High quality resonating elements are key to the function of most microwave circuits and systems. They are fundamental to the operation of filters and oscillators, and the performance of these circuits is primarily limited by the resonator quality factor. At microwave frequencies, the quality factor (Q) of metal transmission line resonant circuits proportional to its volume. As a result, wave guide structures are often employed to increase Q at the expense of size, weight and cost. Dielectric losses improving constantly, whereas metal losses, with the exception of superconductors, have remained substantially the same. These resonators can be made to perform the same functions as waveguide filters but are, in contrast, very small, stable and lightweight. The popularization of low-loss dielectric resonators roughly coincides with the miniaturization of many of the other associated elements of most microwave circuits. When taken together, these technologies permit the realization of small, reliable, lightweight and stable microwave systems. A dielectric resonator (also dielectric resonator oscillator, DRO) is an electronic component that exhibits resonance for a narrow range of frequencies, generally in the microwave band. The resonance is similar to that of a circular hollow metallic waveguide, except that the boundary is defined by large change in permittivity rather than by a conductor. Dielectric resonators generally consist of a "puck" of ceramic that has a large dielectric constant and a low dissipation factor. The resonance frequency is determined by the overall physical dimensions of the puck and the dielectric constant of the material.
2.The Early Years
In the late 19th century, Lord Rayleigh demonstrated that an infinitely long cylindrical rod made up of dielectric material could serve as a waveguide.[1] Additional theoretical [2] and experimental [3] work done in Germany in early 20th century, offered further insight into the behavior of electromagnetic waves in dielectric rod waveguides. Since a dielectric resonator can be thought of as a truncated dielectric rod waveguide, this research was essential for scientific understanding of electromagnetic phenomena in dielectric resonators. In 1939 Robert D. Richtmyer published a study in which he showed that dielectric structures can act just as metallic cavity resonators. He appropriately named these structures dielectric resonators. Richtmyer also demonstrated that, if exposed to free space, dielectric resonators must radiate because of the boundary conditions at the dielectric-to-air interface. These results were later used in development of DRA (Dielectric Resonator Antenna). Due to World War II, lack of advanced materials and adequate manufacturing techniques, dielectric resonators fell in relative obscurity for another two decades after Richtmyer's study was published. However, in the 1960s, as high-frequency electronics and modern communications industry started to take off, dielectric resonators gained in significance. They offered a size-reducing design alternative to bulky waveguide filters and lower-cost alternatives for electronic oscillator,[5] frequency selective limiter [6] and slow-wave [7] circuits. In addition to cost and size, other advantages that dielectric resonators have over conventional metal cavity resonators are lower weight, material availability, and ease of manufacturing. There is a vast availability of different dielectric resonators on the market today with unloaded Q factor on the order of 10000s.

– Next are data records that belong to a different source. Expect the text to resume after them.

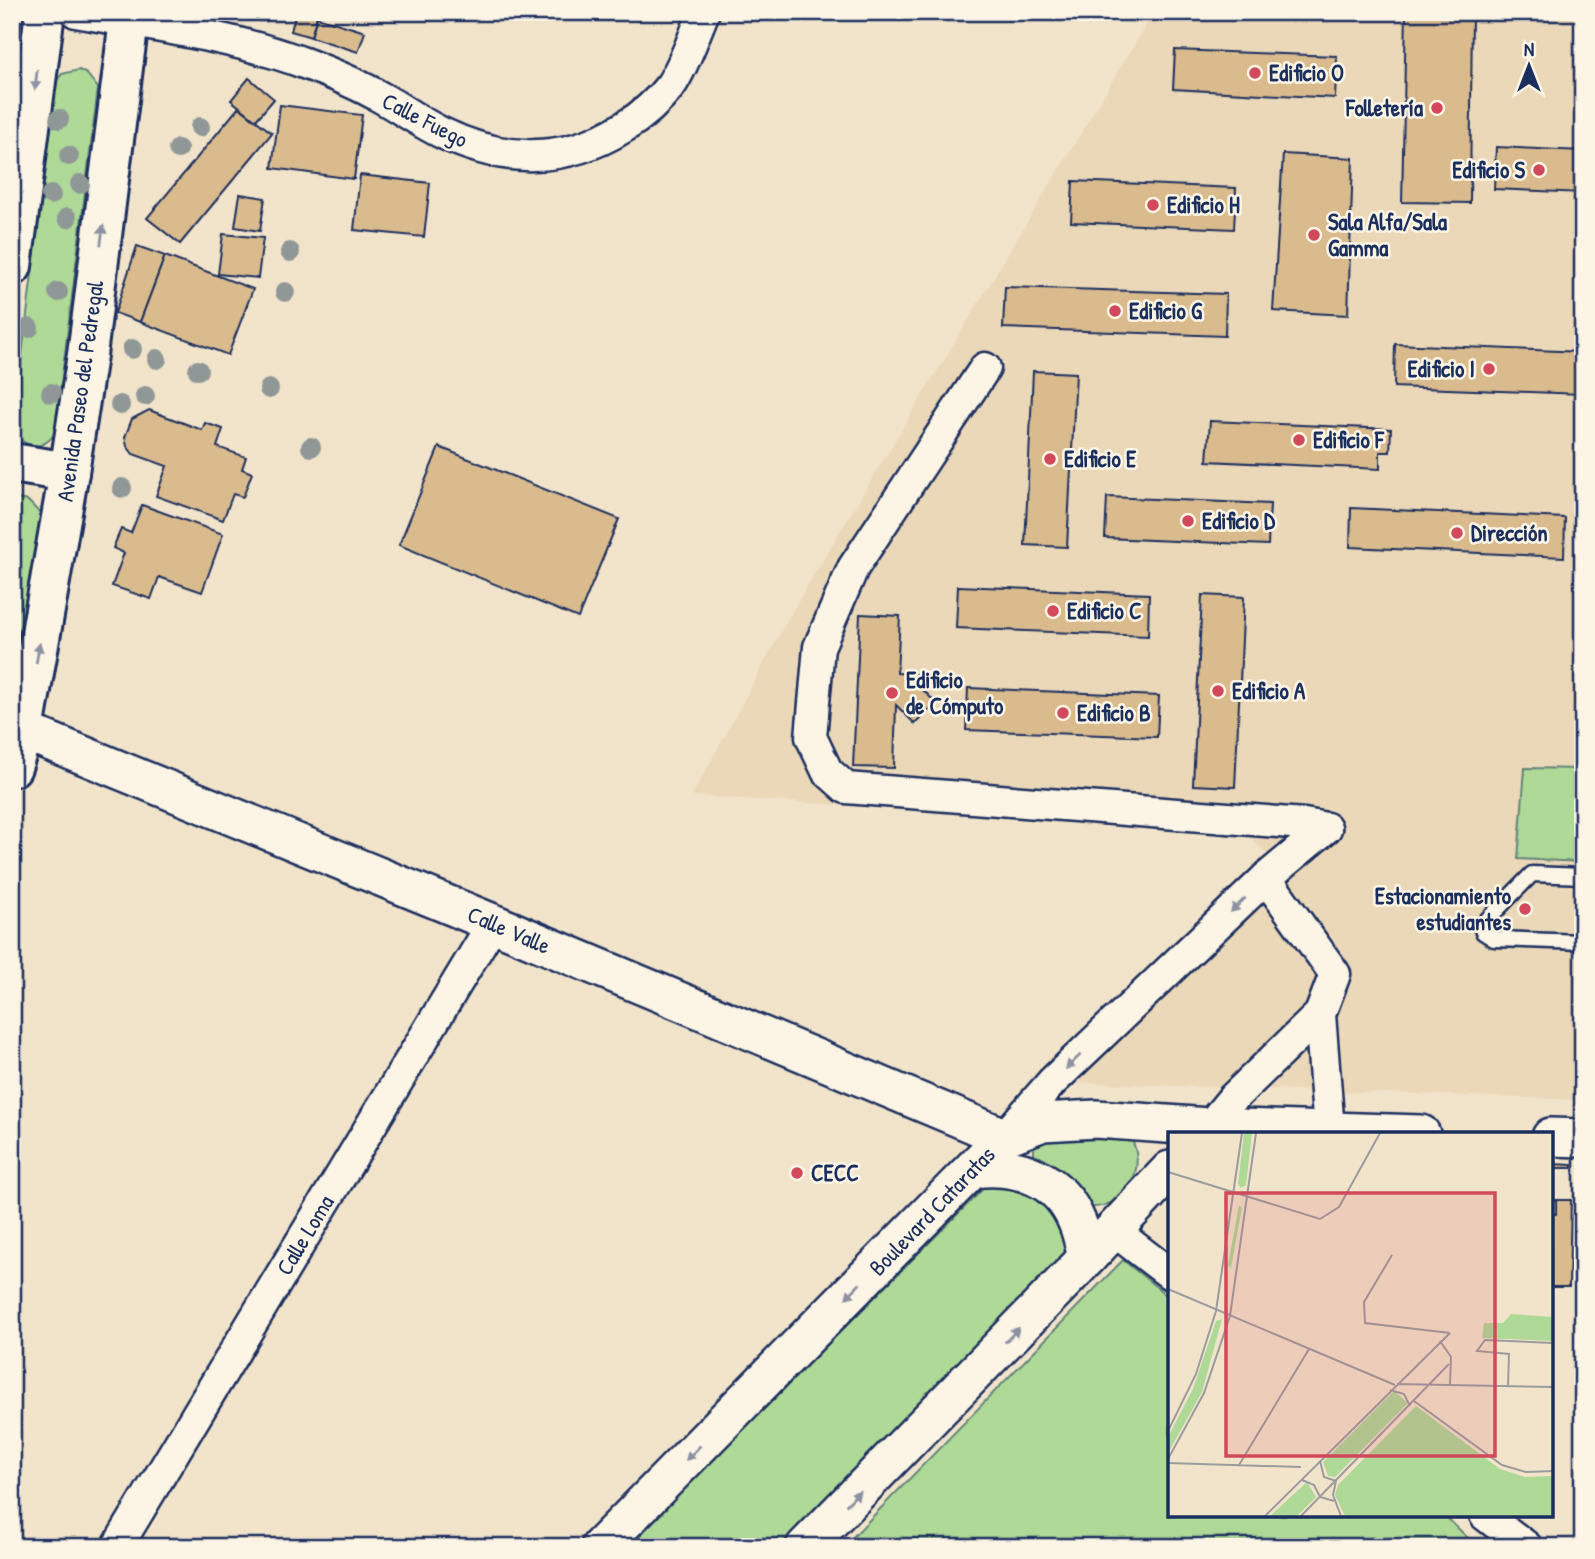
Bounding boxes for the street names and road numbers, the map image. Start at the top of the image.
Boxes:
street label: Calle Fuego [377,85,473,154]
street label: Avenida Paseo del Pedregal [49,277,111,504]
street label: Calle Valle [463,898,555,961]
street label: Boulevard Cataratas [862,1139,1002,1282]
street label: Calle Loma [269,1189,341,1281]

From a historical perspective, guided electromagnetic wave propagation in dielectric media received wide spread attention in the early days of microwaves. Surprisingly, substantial effort in this area predates 1920 and includes such famous scientists as Lord Rayleigh, Sommerfeld, Bose and Debye. The term “dielectric resonator” first appeared in 1939 when Richtmyer of Stanford University showed that unmetalized dielectric objects (toroid) can function as microwave resonators. However, his theoretical work failed to generate significant interest, and practically nothing happened in this area for more than 25 years. In 1953, a paper by Schlicke reported on super high dielectric constant materials (-1,000 or more) and their applications as capacitors at relatively low radio frequencies (RF). In the early 1960s, researches from Columbia University, Okaya and Barashh, rediscovered dielectric resonators during their work on high dielectric materials (single-crystal TiO2 rutile), paramagnetic resonance, and masers. Their papers provided the first analysis of modes and resonator design. Nevertheless, the dielectric resonator was still far from practical applications. High dielectric constant materials, such as rutile, exhibited poor temperature stability, causing correspondingly large resonant frequency changes. For this reason, in spite of the high-Q and small size, dielectric resonators were not considered for use in microwave devices.
In the mid-1960s, Cohn and his coworkers at Rentec Corporation performed the first extensive theoretical and experimental evaluation of the dielectric resonator. Rutile ceramics were used for experiments that had an isotropic dielectric constant in the order of 100. Again, poor temperature stability prevented development of practical components.
A real breakthrough in ceramic technology occurred in early 1970s when the first temperature-stable, low-loss, barium tetratitanate ceramics were developed by Raytheon. Later, a modified barium tetratitanate with improved performance was reported by Bell Labs. These positive results led to actual implementations of dielectric resonators as microwave components. The materials, however, were in scare supply and not commercially available.
The next major breakthrough came from Japan, when Murata Mfg. Co produced (Zr-Sn)TiO4 ceramics. They offered adjustable compositions so that the temperature coefficient could be varied between commercially available at reasonable prices. Afterward, the theoretical work and use of dielectric resonators expanded rapidly.
3.Dielectric Resonator
Dielectric Materials of the wave guiding properties of dielectric materials is not a new idea. Despite this fact, dielectric resonator filters have only been recently developed due to the previously poor characteristics of ceramic materials. Now with the advanced development of improved dielectric materials and the rapid expansion of cellular and satellite communications, dielectric resonator filters have been the source of much research.
A dielectric resonator is the basic unit of a ceramic filter. It is described as a shaped piece
of high dielectric constant material, commonly known as a puck. The puck is usually supported by a structure made of low dielectric constant material and is surrounded by a conducting enclosure.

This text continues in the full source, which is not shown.